There is much to reflect on as a result of this meeting. Having heard our presentation and watched members of the council as our people spoke, I hope and pray that we may have opened a window or two on these difficult topics. I hope and pray that our presentation and the presentation by our ECUSA brothers and sisters may have moved the discussion along and perhaps even provided a slight impetus for the discussion on sexual issues to begin in those parts of the Communion where it has not yet begun. I am encouraged by these thoughts and by these possibilities. I am also encouraged that the Council agreed to the establishment of a "listening process" designed to collate information on sexual issues from the different provinces and to make these resources widely available for study and reflection.
For our part, our presenters made clear to the Council that we in this country and in this church are still very much in the midst of a conversation on this issue, a conversation that will be before the next gathering of General Synod in 2007.
Between now and then, we continue to value the relationships fostered by the worldwide Anglican Communion. We continue to be firmly committed to our international partnerships with other members of the Communion.

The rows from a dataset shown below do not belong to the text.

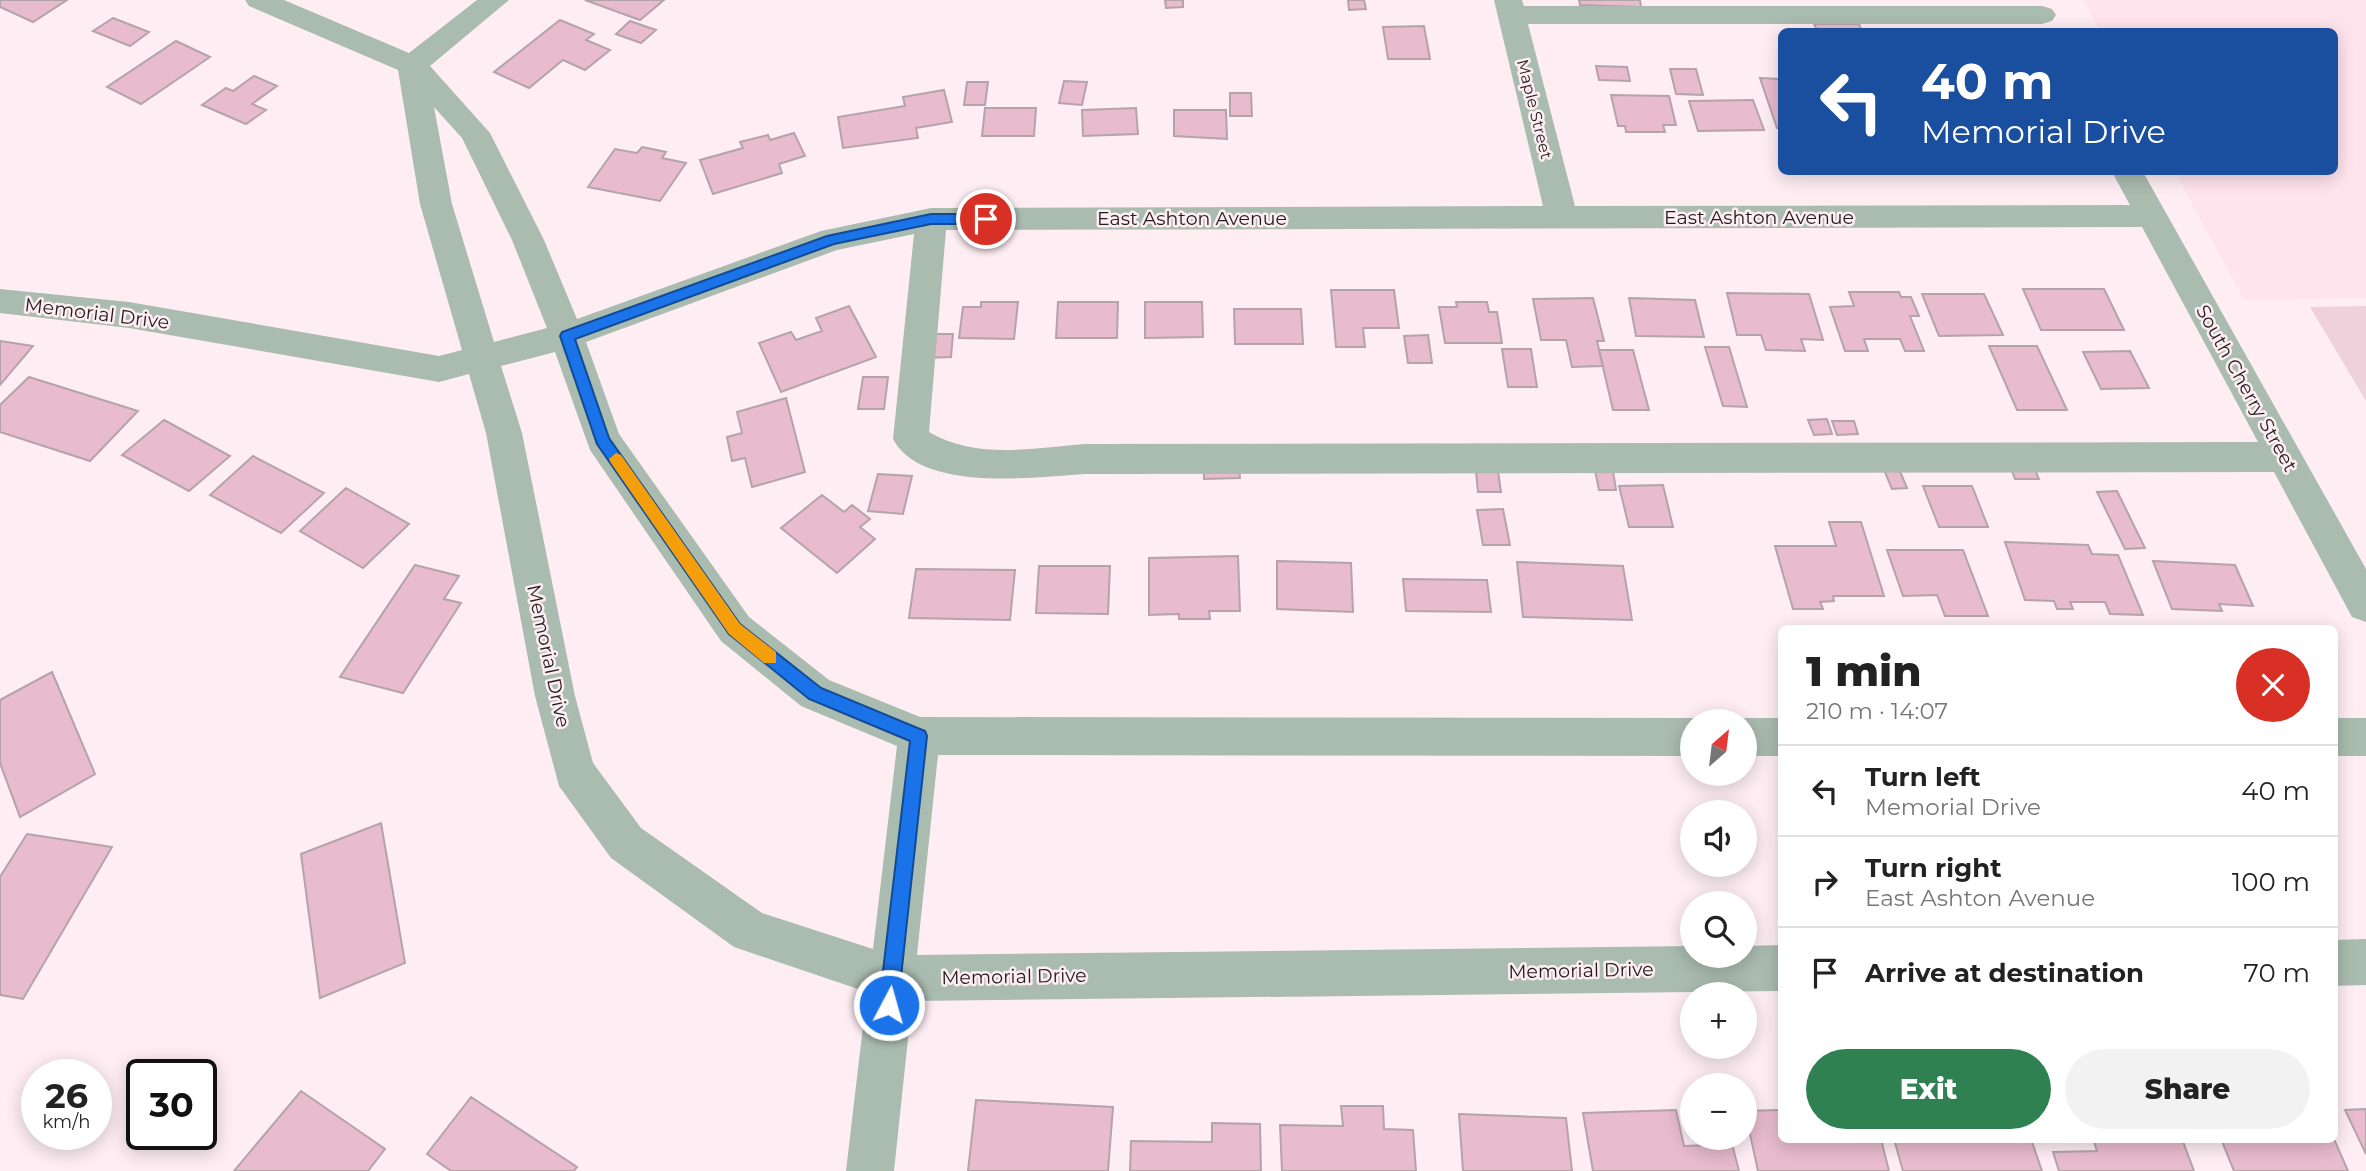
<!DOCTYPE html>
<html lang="en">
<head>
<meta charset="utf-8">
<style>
  body { margin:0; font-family:Montserrat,sans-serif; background:#f2f2f2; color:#222; height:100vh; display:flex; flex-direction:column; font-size:26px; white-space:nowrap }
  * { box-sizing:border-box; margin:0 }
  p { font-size:23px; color:#767676 }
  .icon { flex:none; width:38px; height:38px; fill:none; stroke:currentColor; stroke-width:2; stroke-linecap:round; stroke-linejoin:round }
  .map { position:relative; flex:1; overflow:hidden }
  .sheet { position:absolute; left:1778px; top:625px; width:560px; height:518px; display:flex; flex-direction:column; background:#fff; border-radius:10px; box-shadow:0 4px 18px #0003 }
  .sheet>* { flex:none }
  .banner { position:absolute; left:1778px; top:28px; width:560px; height:147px; border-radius:10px; box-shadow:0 4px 18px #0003; background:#1a4fa0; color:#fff; overflow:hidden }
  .needle { width:46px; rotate:28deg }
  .tools { position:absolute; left:1680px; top:709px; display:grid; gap:14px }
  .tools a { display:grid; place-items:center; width:77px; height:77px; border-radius:50%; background:#fff; box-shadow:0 4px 18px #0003; font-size:35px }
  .speed { position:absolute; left:21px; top:1059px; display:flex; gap:14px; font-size:35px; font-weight:700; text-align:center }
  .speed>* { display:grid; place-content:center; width:91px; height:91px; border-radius:50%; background:#fff; box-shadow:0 4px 18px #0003; line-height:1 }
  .speed small { font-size:18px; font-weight:400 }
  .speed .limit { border:4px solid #111; border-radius:10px; background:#fff; color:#111 }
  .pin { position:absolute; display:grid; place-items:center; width:60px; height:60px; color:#fff; margin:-30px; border:4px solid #fff; border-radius:50%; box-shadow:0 2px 7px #0007 }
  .me { position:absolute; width:77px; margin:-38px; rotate:6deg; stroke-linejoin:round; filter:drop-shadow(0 0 5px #0008) }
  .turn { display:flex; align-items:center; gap:24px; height:147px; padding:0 28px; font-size:32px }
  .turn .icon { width:91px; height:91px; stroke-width:2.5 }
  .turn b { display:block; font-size:49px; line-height:60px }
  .round { display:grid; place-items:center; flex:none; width:74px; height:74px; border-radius:37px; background:#f2f2f2 }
  .headline { display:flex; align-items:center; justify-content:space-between; height:119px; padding:0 28px }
  h1 { font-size:42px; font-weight:800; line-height:52px }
  .button { display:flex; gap:14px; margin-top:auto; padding:14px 28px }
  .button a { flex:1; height:80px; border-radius:42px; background:#308152; color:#fff; font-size:28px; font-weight:800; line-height:80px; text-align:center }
  .button a+a { background:#f2f2f2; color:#222 }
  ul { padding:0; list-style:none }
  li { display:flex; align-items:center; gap:21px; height:91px; padding:0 28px; border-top:2px solid #e0e0e0 }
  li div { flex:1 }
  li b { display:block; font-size:26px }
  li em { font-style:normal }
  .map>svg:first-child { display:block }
  .built { fill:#ffe3ed }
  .green { fill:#efd1dc }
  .building { fill:#e8bbcd; stroke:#b5a3aa; stroke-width:2 }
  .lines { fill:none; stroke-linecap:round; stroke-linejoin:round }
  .minor { fill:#aabbaf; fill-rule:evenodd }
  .route { fill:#1a73e8; stroke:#114b97; stroke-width:2 }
  .slow { fill:#f59e0b }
  .labels { text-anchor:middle; stroke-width:5; stroke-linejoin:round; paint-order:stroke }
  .far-street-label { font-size:16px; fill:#231c1e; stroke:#feeef4 }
  .street-label { font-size:19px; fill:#231c1e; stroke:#feeef4 }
</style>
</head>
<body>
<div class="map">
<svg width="2366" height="1171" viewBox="0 0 2366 1171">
  <rect width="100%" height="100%" fill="#feeef4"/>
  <path class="built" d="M2083,0H2366V298L2244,300L2175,172H2334V32L2100,31Z"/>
  <path class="green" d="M2366,306V401L2310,307Z"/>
  <path class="building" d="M0,0H67L33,22L0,7Z
    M585,0H664L640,20Z
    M1165,0H1183V7L1166,8Z
    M1348,0H1364L1366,9L1349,10Z
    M1579,0H1640L1641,7L1580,5Z
    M113,18L149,32L130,46L93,31Z
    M560,20L594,34L586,40L610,50L585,70L563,60L529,88L494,72Z
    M630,21L656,30L641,43L616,34Z
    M1814,24H1859L1862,32H1818Z
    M1424,26L1430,59H1388L1383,27Z
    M176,41L210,57L141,104L107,87Z
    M1596,66L1627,67L1630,81L1599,80Z
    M1670,69H1696L1703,95L1676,94Z
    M254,76L277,86L252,104L266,110L246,124L202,105L226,88L233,91Z
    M1760,78L1782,79V128H1777Z
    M1064,81L1087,82L1082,105L1059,103Z
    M967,82H988L985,105H964Z
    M944,90L952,122L916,128L918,138L843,148L838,117L905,106L903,97Z
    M1230,93H1251L1252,116H1230Z
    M1611,95L1669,96L1676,125H1663L1665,132H1626L1625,126H1618Z
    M1753,100L1764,130L1698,131L1689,101Z
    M985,108H1036L1034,136H982Z
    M1136,108L1138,134L1083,136L1082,110Z
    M1174,110H1226L1227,139L1174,136Z
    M794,133L805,156L779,164L782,173L713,194L700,160L743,148L740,142L768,135L770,140Z
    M642,147L666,152L662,158L686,163L660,201L588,187L615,149L637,153Z
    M2023,289H2104L2124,330H2041Z
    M1331,290H1394L1399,328H1363L1365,347H1336Z
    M1849,292H1899L1901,297H1911L1919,316H1910L1924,351H1905L1900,339H1864L1868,351H1845L1830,307L1854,306Z
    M1727,293L1809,294L1823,340L1801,339L1805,351L1766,350L1761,335H1737Z
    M1922,294H1984L2003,335L1939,336Z
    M1593,298L1604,341H1597L1603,366L1572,367L1566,340H1541L1533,299Z
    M1629,298L1695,300L1704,337L1636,336Z
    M981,302H1018L1014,339L959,338L963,307H981Z
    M1058,302H1118L1117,338H1056Z
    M1145,302H1202L1203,337L1145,338Z
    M1456,302H1487L1489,312H1497L1502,343H1445L1439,307H1457Z
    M849,306L876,357L781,392L759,343L791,332L796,340L822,331L816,318Z
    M1234,309H1301L1303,344H1235Z
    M929,334H953L951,357L927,358Z
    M1428,335L1432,363H1408L1404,336Z
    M0,341L33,346L0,385Z
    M1989,346H2037L2067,410H2017Z
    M1705,347H1729L1747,407L1723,406Z
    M1502,349H1531L1537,387H1508Z
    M1599,350H1633L1649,410H1613Z
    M2130,351L2149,388L2101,389L2083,352Z
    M29,377L138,411L90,461L0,432V405Z
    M863,377H888L884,409H858Z
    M786,398L805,472L752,487L745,458L732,461L727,437L742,433L737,412Z
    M1827,419L1832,434L1814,435L1808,420Z
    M164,420L230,456L189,491L122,455Z
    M1832,421H1854L1858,434L1837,435Z
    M253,456L324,493L281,533L210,495Z
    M2009,463H2032L2039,479H2015Z
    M1594,465H1612L1616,490H1599Z
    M1239,466L1240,478L1204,479V467Z
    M1899,469L1907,488L1892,489L1884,470Z
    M1476,471H1498L1501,492H1478Z
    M878,474L912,476L903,514L868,511Z
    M1663,485L1673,527H1629L1619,486Z
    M1923,486H1972L1988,527H1939Z
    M346,488L409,524L363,568L300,531Z
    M2117,491L2145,548L2125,549L2097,492Z
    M822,495L844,512L852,505L870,519L860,527L875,539L837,573L781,528Z
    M1503,509L1510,545H1483L1477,510Z
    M1829,522H1861L1884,596H1833L1834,601L1820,602L1823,609H1793L1775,546H1836Z
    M2005,542L2088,545L2092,554L2118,555L2143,615L2110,614L2105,602H2070L2073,609H2057L2054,601L2025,600Z
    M1887,550H1963L1988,616H1945L1937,595L1903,596Z
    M1238,556L1240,611H1209L1210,619H1179V614L1149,615V558Z
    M1277,561L1351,563L1353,612L1277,609Z
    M2153,561L2235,565L2253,606L2219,604L2222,611L2172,609Z
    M1517,562L1623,566L1632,620L1523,617Z
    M415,565L459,576L444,599L461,603L403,693L340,677Z
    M1039,566H1110L1108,614L1036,613Z
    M916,569L1015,570L1010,620L909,618Z
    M1403,579L1487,580L1491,612L1406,611Z
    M52,672L95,774L20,817L0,763V700Z
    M381,823L405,963L320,998L301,854Z
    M27,834L112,847L23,999L0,995V877Z
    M301,1091L385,1149L368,1171H234Z
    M471,1097L577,1167L574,1171H451L427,1154Z
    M976,1100L1113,1107L1108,1171H968Z
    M1341,1106H1383L1384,1129L1413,1130L1416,1171H1282L1280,1125L1343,1126Z
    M2366,1109V1154L2345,1110Z
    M1676,1110L1684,1146L1732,1144L1739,1171H1593L1583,1113Z
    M1782,1110V1139H1881L1889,1171H1758L1745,1111Z
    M1459,1114L1566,1118L1572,1171H1463Z
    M1212,1123L1260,1124L1261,1171H1130L1131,1141L1212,1142Z
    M1894,1139H2031L2042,1171H1903Z
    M2093,1139H2182L2194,1171H2059L2053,1152L2097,1151Z
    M2221,1139H2334L2348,1171H2234Z"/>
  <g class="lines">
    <path class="minor" d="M245,0H284L409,53L477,0H509L430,66L490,133L544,240L577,319L821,231L931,208L1543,206L1494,0H1522L1524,6H2042L2052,9L2056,15L2052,21L2042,24H1528L1575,206L2130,205L2112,172H2143L2366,569V622L2352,617L2274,472L1085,474C1035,477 921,493 893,439L914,234L837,250L586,342L619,434L749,617L829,680L920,717L1692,718L1700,721H1692V756L938,755L917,955L1692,946V956H1745V946L1782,945V991L912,1001L894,1171H846L867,992L734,947L611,858L559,786L535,696L486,433L469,374L439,382L129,328L0,313V289L129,302L439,356L462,350L420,204L398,70L249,6ZM434,107L462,138L512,240L547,328L494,342L452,204ZM2142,227L2258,442L1085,444C1034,448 976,460 929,432L946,230ZM555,352L590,450L721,641L801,706L897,746L873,949L762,913L641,828L593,763L575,696L522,433L501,366Z
      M1745,718H1782V756H1745V721H1737Z
      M2334,718H2366V756H2334Z
      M2366,939V985L2334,986V940Z"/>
  </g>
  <path class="route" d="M931,214H986L992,219L986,224H931L834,244L575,339L609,438L740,624L821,688L925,731L927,736L898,1005L895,1012L889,1015L882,1012L879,1005L910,741L809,699L729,634L597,444L560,336L562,332L827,236Z"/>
  <path class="slow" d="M616,453L621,455L740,624L776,652V663H764L729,634L611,463L609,459Z"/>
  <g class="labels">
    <g class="far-street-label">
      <text transform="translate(1535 109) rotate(76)" y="6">Maple Street</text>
    </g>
    <g class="street-label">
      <text x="1759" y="224">East Ashton Avenue</text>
      <text x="1192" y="225">East Ashton Avenue</text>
      <text transform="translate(97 313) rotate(7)" y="7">Memorial Drive</text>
      <text transform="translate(2247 388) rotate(61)" y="7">South Cherry Street</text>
      <text transform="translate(549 656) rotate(78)" y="7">Memorial Drive</text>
      <text transform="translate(1581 970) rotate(-1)" y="7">Memorial Drive</text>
      <text transform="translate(1014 976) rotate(-1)" y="7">Memorial Drive</text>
    </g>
  </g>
</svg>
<div class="tools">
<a><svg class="needle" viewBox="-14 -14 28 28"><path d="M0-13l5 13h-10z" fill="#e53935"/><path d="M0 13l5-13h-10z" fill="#767676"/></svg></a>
<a><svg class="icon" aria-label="sound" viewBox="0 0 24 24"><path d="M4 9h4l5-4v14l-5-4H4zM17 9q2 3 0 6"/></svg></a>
<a><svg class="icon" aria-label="search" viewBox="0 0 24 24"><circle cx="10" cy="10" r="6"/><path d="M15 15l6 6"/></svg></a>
<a>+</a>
<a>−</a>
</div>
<div class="speed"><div>26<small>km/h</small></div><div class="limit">30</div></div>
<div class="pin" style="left:986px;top:219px;background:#d93025"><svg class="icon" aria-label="arrive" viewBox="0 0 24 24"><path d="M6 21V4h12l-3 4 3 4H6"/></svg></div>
<svg class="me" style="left:889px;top:1005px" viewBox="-20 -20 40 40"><circle r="17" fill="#1a73e8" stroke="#fff" stroke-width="3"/><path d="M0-11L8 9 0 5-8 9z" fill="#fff"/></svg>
<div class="banner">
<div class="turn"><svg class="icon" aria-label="left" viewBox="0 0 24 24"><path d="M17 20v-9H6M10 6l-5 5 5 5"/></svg><div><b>40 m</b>Memorial Drive</div></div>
</div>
<section class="sheet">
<div class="headline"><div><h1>1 min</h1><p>210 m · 14:07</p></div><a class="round" style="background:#d93025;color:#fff"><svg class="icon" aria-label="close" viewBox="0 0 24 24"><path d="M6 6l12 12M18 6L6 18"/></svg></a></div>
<ul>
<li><svg class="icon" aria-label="left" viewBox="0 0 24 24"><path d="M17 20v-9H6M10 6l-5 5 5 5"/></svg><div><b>Turn left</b><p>Memorial Drive</p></div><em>40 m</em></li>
<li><svg class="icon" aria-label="right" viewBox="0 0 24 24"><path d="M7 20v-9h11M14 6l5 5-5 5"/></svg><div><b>Turn right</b><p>East Ashton Avenue</p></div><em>100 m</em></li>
<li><svg class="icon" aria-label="arrive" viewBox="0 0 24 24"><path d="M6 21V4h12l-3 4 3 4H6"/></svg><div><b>Arrive at destination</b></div><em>70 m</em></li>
</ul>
<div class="button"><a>Exit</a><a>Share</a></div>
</section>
</div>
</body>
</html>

We are full members of the Communion and we continue to hope and pray that the Communion will emerge from this debate stronger in Christian love and mutual understanding.
I want to thank all of you for your thoughts and prayers during this difficult meeting.
This report is by no means a comprehensive description of all that happened during the meeting of the ACC. For those who wish to know more, many of the documents and motions that were before the Council are available on the web.